KBSE-95 Tutorial Program

Tutorial 1: A Survey of Knowledge-Based Software Engineering

9:00 - 12:00 (Half Day)

W. Lewis Johnson
USC/Information Sciences Institute
Email: johnson@isi.edu

This tutorial is intended to give attendees an understanding of the key concepts in knowledge-based software engineering. It will identify software engineering tasks that are amenable to knowledge-based solutions, and categorize the various types of knowledge-based systems that may be developed. The current state of the art in KBSE research and development will then be examined, in each area of software engineering. The key technologies currently being used in these solutions will then be examined in detail. The tutorial will also place Rome Laboratory's Knowledge-Based Software Assistant program in the overall context of knowledge-based software engineering.

Dr. Johnson is Project Leader and Research Assistant Professor at the University of Southern California's Information Sciences Institute.
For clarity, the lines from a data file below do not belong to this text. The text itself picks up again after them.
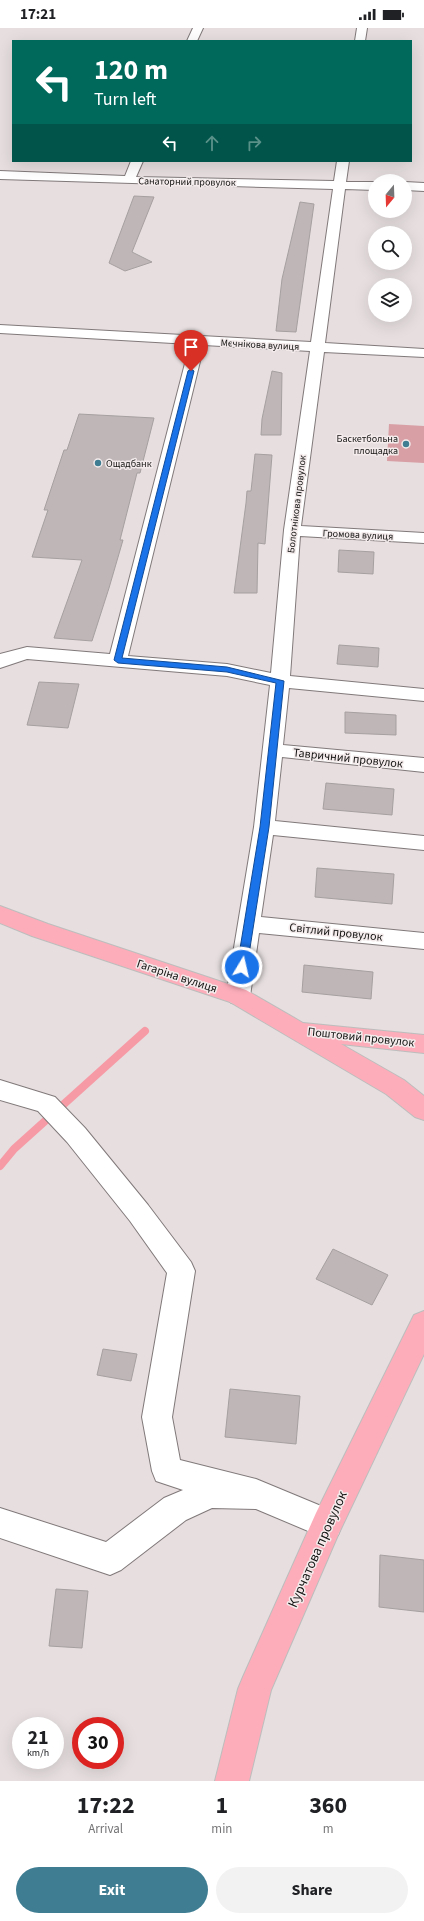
<!DOCTYPE html>
<meta charset="utf-8">
<style>
body{margin:0;font-family:"Source Sans 3",sans-serif;background:#f2f2f2;color:#202124;height:100vh;display:flex;flex-direction:column;font-size:15px;white-space:nowrap}
*{box-sizing:border-box;margin:0}
p{font-size:13px;color:#757577}
.icon{flex:none;width:22px;height:22px;fill:none;stroke:currentColor;stroke-width:2;stroke-linecap:round;stroke-linejoin:round}
.map{position:relative;height:1753px;overflow:hidden}
.side{display:flex;flex-direction:column;background:#fff;flex:1}
.side>*{flex:none}
.guide{position:absolute;left:12px;top:12px;width:400px;height:122px;border-radius:0px;box-shadow:0 4px 16px #0002;background:#00695c;color:#fff;overflow:hidden}
.needle{width:26px;rotate:199deg}
.buttons{position:absolute;left:368px;top:146px;display:grid;gap:8px}
.buttons a{display:grid;place-items:center;width:44px;height:44px;border-radius:50%;background:#fff;box-shadow:0 4px 16px #0002;font-size:20px}
.speed{position:absolute;left:12px;top:1689px;display:flex;gap:8px;font-size:20px;font-weight:700;text-align:center}
.speed>*{display:grid;place-content:center;width:52px;height:52px;border-radius:50%;background:#fff;box-shadow:0 4px 16px #0002;line-height:1}
.speed small{font-size:10px;font-weight:400}
.speed .limit{border:6px solid #d22;background:#fff;color:#111}
.pin{position:absolute;display:grid;place-items:center;width:34px;height:34px;color:#fff;margin:-41px -17px;border-radius:50% 50% 50% 0;rotate:-45deg;box-shadow:0 0 4px #0007}
.pin .icon{rotate:45deg}
.me{position:absolute;width:44px;margin:-22px;rotate:9deg;stroke-linejoin:round;filter:drop-shadow(0 0 3px #0008)}
.turn{display:flex;align-items:center;gap:14px;height:84px;padding:0 16px;font-size:18px}
.turn .icon{width:52px;height:52px;stroke-width:2.5}
.turn b{display:block;font-size:28px;line-height:34px}
.lanes{display:flex;align-items:center;height:38px;padding:0 16px;background:#0003;justify-content:center;gap:20px;direction:ltr}
.lanes .off{opacity:.35}
.eta{display:flex;justify-content:space-evenly;align-items:center;height:68px;text-align:center}
.eta b{font-size:24px;font-weight:700;line-height:28px}
.primary-button{display:flex;gap:8px;margin-top:auto;padding:8px 16px}
.primary-button a{flex:1;height:46px;border-radius:24px;background:#3e7d92;color:#fff;font-size:16px;font-weight:700;line-height:46px;text-align:center}
.primary-button a+a{background:#f2f2f2;color:#202124}
.status{display:flex;justify-content:space-between;align-items:center;height:28px;padding:0 20px;background:#fff;direction:ltr}
.status svg{height:11px;fill:currentColor}
.map>svg:first-child{display:block}
</style>
<div class="status"><b>17:21</b><svg viewBox="0 0 49 12"><path d="M0 12V9h3v3zM5 12V6h3v6zM10 12V3h3v9zM15 12V0h3v12zM26 1h20v11H26zM47 4h2v5h-2z"/></svg></div>
<div class="map">
<svg width="424" height="1753" viewBox="0 0 424 1753">
<rect width="100%" height="100%" fill="#e6dedf"/>
<polygon fill="#d89fa5" points="389,396 424,398 424,435 387,433"/>
<g fill="none" stroke-linecap="round" stroke-linejoin="round">
<polyline stroke="#f69aa5" stroke-width="8" points="0,1138 14,1121 145,1003"/>
</g>
<g fill="#beb6b7" stroke="#a7a0a0">
<polygon points="134,168 154,169 132,224 152,234 125,243 109,235"/>
<polygon points="300,174 314,176 296,304 276,303 282,251"/>
<polygon points="272,343 282,345 281,407 261,407 262,391"/>
<polygon points="79,386 154,390 140,445 137,445 120,512 123,512 109,560 92,613 54,610 82,532 32,529 48,482 44,482 64,422 67,422"/>
<polygon points="255,426 272,427 265,516 258,515 257,565 234,565 246,475 247,463 251,463"/>
<polygon points="339,522 374,524 373,546 338,544"/>
<polygon points="339,617 379,620 378,639 337,636"/>
<polygon points="39,654 79,656 68,700 27,697"/>
<polygon points="345,684 396,687 396,707 345,705"/>
<polygon points="326,755 394,761 392,787 323,781"/>
<polygon points="317,840 394,846 392,876 315,869"/>
<polygon points="304,937 373,944 371,971 302,964"/>
<polygon points="333,1221 388,1247 372,1277 316,1251"/>
<polygon points="103,1321 137,1326 131,1353 97,1347"/>
<polygon points="230,1361 300,1368 296,1416 225,1409"/>
<polygon points="380,1527 424,1532 424,1584 379,1579"/>
<polygon points="56,1561 88,1563 82,1620 49,1618"/>
</g>
<g fill="none" stroke-linecap="round" stroke-linejoin="round">
<defs>
<g id="minor">
<polygon points="193,0 203,0 197,13 187,13"/>
<polygon points="357,0 367,0 365,13 355,13"/>
<path d="M131 133H143L136 149 334 153 337 133H349L346 154H375V162L345 161 325 315 424 321V329L324 324 301 498 424 505V515L300 508 290 648 424 661V673L289 660 283 717 424 730V744L282 729 275 793 424 808V822L273 807 261 889 424 905V921L259 905 250 968 246 974 238 977 230 974 226 968 254 799 270 657 227 648 27 631 0 640V626L27 619 110 626 190 316 0 305V297L311 314 333 161 0 151V143L125 148ZM204 317 310 323 284 502 271 645 227 636 128 628Z"/>
<polygon points="405,154 424,155 424,163 405,162"/>
<polygon points="0,1052 55,1069 85,1100 148,1177 191,1234 195,1243 172,1389 180,1432 256,1451 338,1485 342,1496 338,1507 327,1511 256,1481 212,1480 186,1492 121,1542 110,1547 0,1510 0,1480 106,1514 164,1470 183,1462 156,1453 152,1443 142,1389 167,1245 130,1193 67,1114 38,1083 0,1072"/>
</g>
<g id="major">
<polygon points="0,878 48,896 246,962 303,995 424,1007 424,1025 341,1016 404,1052 424,1068 424,1092 415,1089 386,1066 230,974 32,908 0,895"/>
<polygon points="424,1283 424,1326 338,1507 271,1662 249,1753 215,1753 238,1661 243,1649 316,1485 414,1287"/>
</g>
</defs>
<use href="#minor" stroke="#81797a" stroke-width="2"/>
<use href="#major" stroke="#bdbdbd" stroke-width="2"/>
<use href="#minor" fill="#fff" fill-rule="evenodd"/>
<use href="#major" fill="#fdadba" fill-rule="evenodd"/>
</g>
<polygon fill="#1a73e8" stroke="#114b97" points="191,341 194,343 122,630 227,639 284,653 269,799 247,939 242,943 237,939 260,799 276,655 227,644 118,635 114,632 188,343"/>
<g fill="#3e7d92" stroke="#f4ecec" stroke-width="1.5">
<circle cx="406" cy="416" r="4"/>
<circle cx="98" cy="435" r="4"/>
</g>
<g text-anchor="middle" stroke-width="3" stroke-linejoin="round" paint-order="stroke">
<g font-size="10" fill="#151313" stroke="#f4ecec">
<text transform="translate(187 153) rotate(1)" y="4">Санаторний провулок</text>
<text transform="translate(260 316) rotate(3)" y="4">Мєчнікова вулиця</text>
<text transform="translate(296 476) rotate(-83)" y="4">Болотнікова провулок</text>
<text transform="translate(358 506) rotate(3)" y="4">Громова вулиця</text>
</g>
<g font-size="10" fill="#151313" stroke="#f4ecec" text-anchor="end">
<text x="398" y="414">Баскетбольна<tspan x="398" dy="12">площадка</tspan></text>
<text x="106" y="439" text-anchor="start">Ощадбанк</text>
</g>
<g font-size="12" fill="#151313" stroke="#f4ecec">
<text transform="translate(348 730) rotate(6)" y="4">Тавричний провулок</text>
<text transform="translate(336 904) rotate(6)" y="4">Світлий провулок</text>
<text transform="translate(177 948) rotate(18)" y="4">Гагаріна вулиця</text>
<text transform="translate(361 1009) rotate(6)" y="4">Поштовий провулок</text>
</g>
<g font-size="14" fill="#151313" stroke="#f4ecec">
<text transform="translate(317 1521) rotate(-66)" y="5">Курчатова провулок</text>
</g>
</g>
</svg>
<div class="buttons">
<a><svg class="needle" viewBox="-14 -14 28 28"><path d="M0-13l5 13h-10z" fill="#e53935"/><path d="M0 13l5-13h-10z" fill="#757577"/></svg></a>
<a><svg class="icon" aria-label="search" viewBox="0 0 24 24"><circle cx="10" cy="10" r="6"/><path d="M15 15l6 6"/></svg></a>
<a><svg class="icon" aria-label="layers" viewBox="0 0 24 24"><path d="M12 4l9 5-9 5-9-5zM3 14l9 5 9-5"/></svg></a>
</div>
<div class="speed"><div>21<small>km/h</small></div><div class="limit">30</div></div>
<div class="pin" style="left:191px;top:343px;background:#d93025"><svg class="icon" aria-label="arrive" viewBox="0 0 24 24"><path d="M6 21V4h12l-3 4 3 4H6"/></svg></div>
<svg class="me" style="left:242px;top:939px" viewBox="-20 -20 40 40"><circle r="17" fill="#1a73e8" stroke="#fff" stroke-width="3"/><path d="M0-11L8 9 0 5-8 9z" fill="#fff"/></svg>
<div class="guide">
<div class="turn"><svg class="icon" aria-label="left" viewBox="0 0 24 24"><path d="M17 20v-9H6M10 6l-5 5 5 5"/></svg><div><b>120 m</b>Turn left</div></div>
<div class="lanes"><svg class="icon" aria-label="left" viewBox="0 0 24 24"><path d="M17 20v-9H6M10 6l-5 5 5 5"/></svg><svg class="icon off" aria-label="ahead" viewBox="0 0 24 24"><path d="M12 20V5M6 11l6-6 6 6"/></svg><svg class="icon off" aria-label="right" viewBox="0 0 24 24"><path d="M7 20v-9h11M14 6l5 5-5 5"/></svg></div>
</div>
</div>
<section class="side">
<div class="eta">
<div><b>17:22</b><p>Arrival</p></div>
<div><b>1</b><p>min</p></div>
<div><b>360</b><p>m</p></div>
</div>
<div class="primary-button"><a>Exit</a><a>Share</a></div>
</section>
He has been active in KBSE research for a number of years. He was chair of the KBSE'92 conference, and is a member of the KBSE steering committee. He is currently co-editor-in-chief of the journal Automated Software Engineering: The International Journal for Artificial Intelligence and Automated Reasoning in Software Engineering. He conducts research in applications of artificial intelligence to software engineering as well as education and training.

Tutorial 2: Human-Centered Software Design and Software Design Environments

1:30 - 4:30 (Half Day)

David F. Redmiles
University of California, Irvine
Email: redmiles@ics.uci.edu

This tutorial examines software development from the perspective of human, cognitive needs. In this regard, two themes are explored. First, usability methods for developing interactive software are discussed. The goal of these methods is to yield software systems that closely match the tasks and sophistication of the intended end users. Example techniques include protocol analysis, the cognitive walkthrough, and heuristic evaluation. Second, an architecture for software design environments is discussed. Some examples of design environments will be presented but the emphasis will be on the knowledge-based techniques which best meet the cognitive needs of software designers. Example techniques include feedback from critics, explanation through examples, and support for evolutionary design.

Dr. Redmiles is an assistant professor in software engineering at the University of California, Irvine. He has contributed to previous KBSE conferences through technical paper presentations and demonstrations. His research interests combine human-computer interaction with software engineering, including research into the cognitive needs of human software designers. He is also a member of the Irvine Research Unit in Software, a university-industry partnership for improving software quality.

Tutorial 3: SPECWARE: Formal Support for Software Composition

9:00-4:30 (Full Day)

Yellamraju V. Srinivas and Richard Jullig
Kestrel Institute
Email: {srinivas,jullig}@kestrel.edu

This tutorial is an introduction to Specware, a system for software construction that is under development at Kestrel Institute. Specware supports the systematic construction of executable programs from axiomatic specifications via stepwise refinement. Specware is the result of the integration on a common conceptual basis of the capabilities of several earlier systems developed at Kestrel Institute.

The most important new aspect of the framework developed is the ability to represent explicitly the structure of specifications, refinements, and program modules. We believe that the explicit representation and manipulation of structure is crucial to scaling program construction techniques to system development.

The basis of Specware is a category of axiomatic specifications and specification morphisms. Specification structure is expressed via specification diagrams, directed multi-graphs whose nodes are labeled with specifications and arcs with specification morphisms. Specification diagrams are useful both for composing specifications from pieces and for inducing on a given specification a structure suitable for the design task at hand.

In Specware, the design process proceeds by stepwise refinement of an initial specification into executable code. The unit of refinement is an interpretation, a theorem-preserving translation of the vocabulary of a source specification into the terms of a target specification. Each interpretation reduces the problem of finding a realization for the source specification to finding a realization for the target specification. The overall result of the design process is to refine an initial specification into a program module.

It is desirable to structure the overall refinement. Progression through multiple stages requires sequential composability of refinements. Similarly, parallel composition lets us exploit the structure of specifications by putting refinements together from refinements between sub-specifications of the source and target specifications. It is for this purpose that we introduce the notion of diagram refinements: just as specification diagrams impose a component structure on specifications, so do diagram refinements make explicit the component structure of a specification refinement. Sequential and parallel composition of refinements satisfy a distributive law which is a generalization of similar compatibility laws in the literature.